• [WHAT NEEDS TO BE DONE]: What follows is a set of records; restate each one word for word and drop the pictures.

• [Saved entries]:
━━━

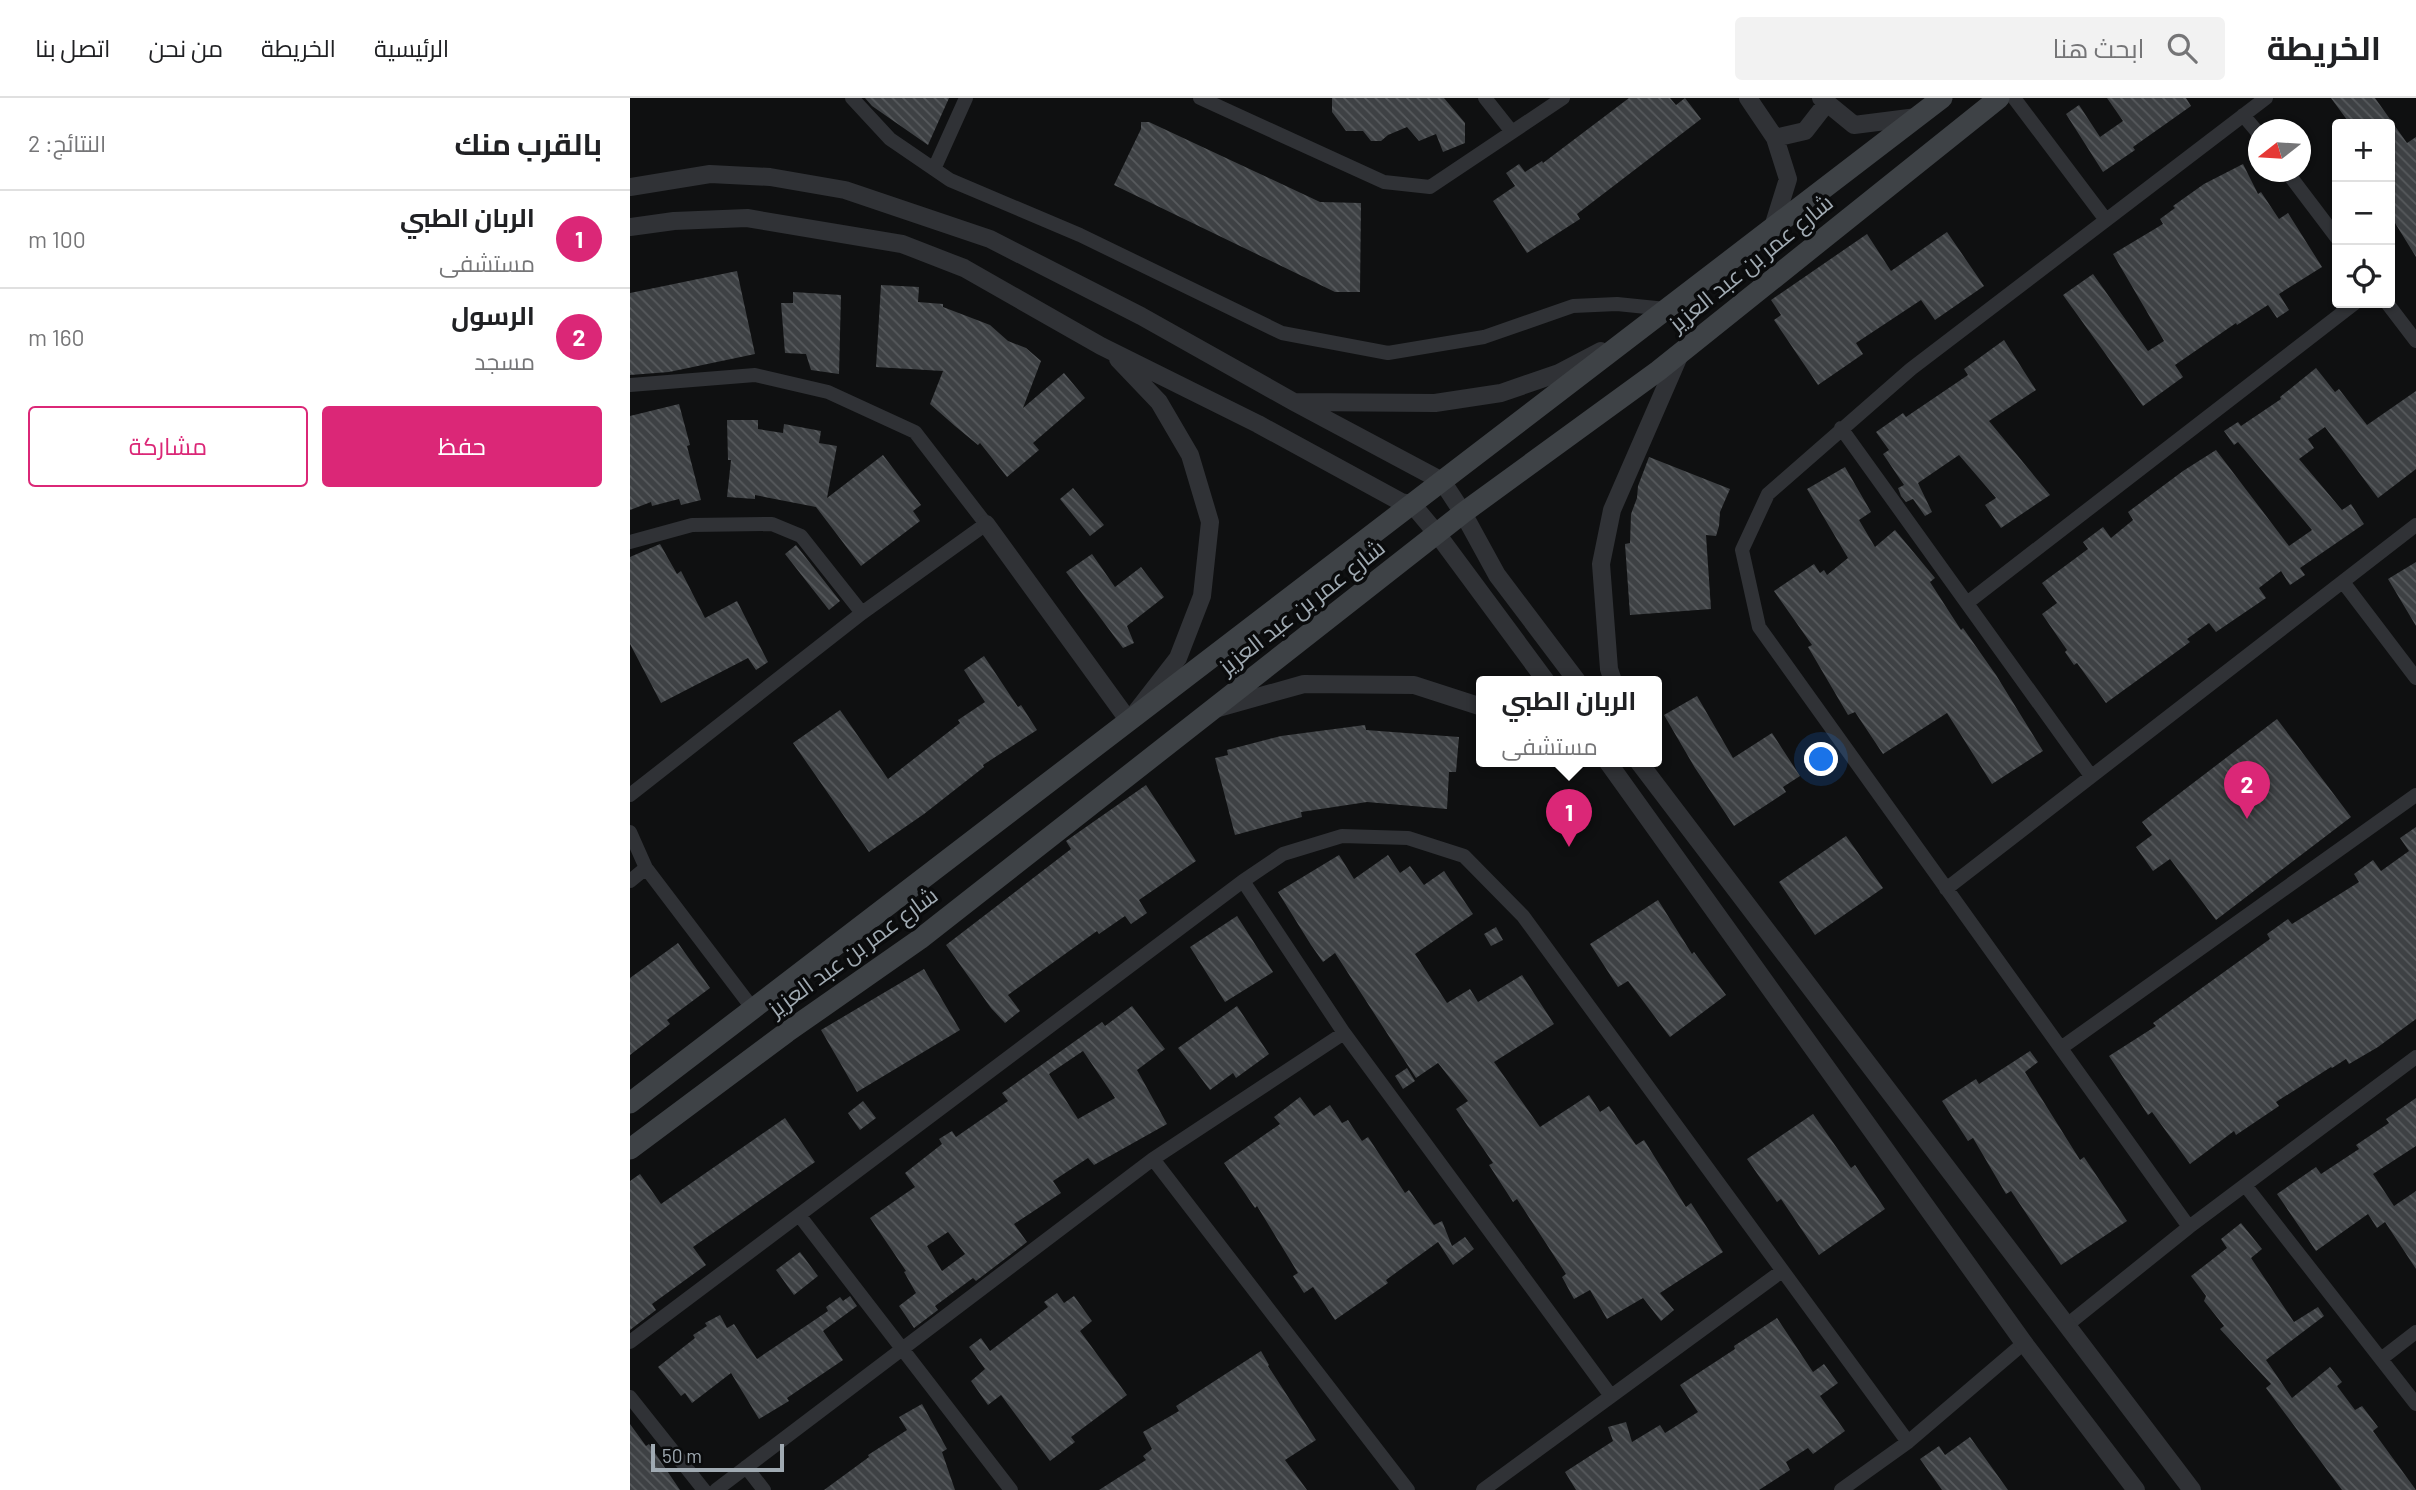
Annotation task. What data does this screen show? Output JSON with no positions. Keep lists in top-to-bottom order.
{
  "streets": {
    "main road": ["شارع عمر بن عبد العزيز"]
  },
  "scale_bar": "50 m",
  "north": "left",
  "page": {
    "header": "الخريطة",
    "search": "ابحث هنا",
    "nav": [
      "الرئيسية",
      "الخريطة",
      "من نحن",
      "اتصل بنا"
    ],
    "heading": ["بالقرب منك", "النتائج: 2"],
    "map_buttons": ["+", "−"],
    "list": [
      {
        "mark": "1",
        "name": "الربان الطبي",
        "note": "مستشفى",
        "value": "100 m"
      },
      {
        "mark": "2",
        "name": "الرسول",
        "note": "مسجد",
        "value": "160 m"
      }
    ],
    "buttons": ["حفظ", "مشاركة"],
    "popup": ["الربان الطبي", "مستشفى"],
    "pins": ["2", "1"],
    "scale": "50 m"
  }
}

━━━

• [WRITTEN RESPONSE]:
Annotation task. What data does this screen show? Output JSON with no positions. Keep lists in top-to-bottom order.
{
  "streets": {
    "main road": ["شارع عمر بن عبد العزيز"]
  },
  "scale_bar": "50 m",
  "north": "left",
  "page": {
    "header": "الخريطة",
    "search": "ابحث هنا",
    "nav": [
      "الرئيسية",
      "الخريطة",
      "من نحن",
      "اتصل بنا"
    ],
    "heading": ["بالقرب منك", "النتائج: 2"],
    "map_buttons": ["+", "−"],
    "list": [
      {
        "mark": "1",
        "name": "الربان الطبي",
        "note": "مستشفى",
        "value": "100 m"
      },
      {
        "mark": "2",
        "name": "الرسول",
        "note": "مسجد",
        "value": "160 m"
      }
    ],
    "buttons": ["حفظ", "مشاركة"],
    "popup": ["الربان الطبي", "مستشفى"],
    "pins": ["2", "1"],
    "scale": "50 m"
  }
}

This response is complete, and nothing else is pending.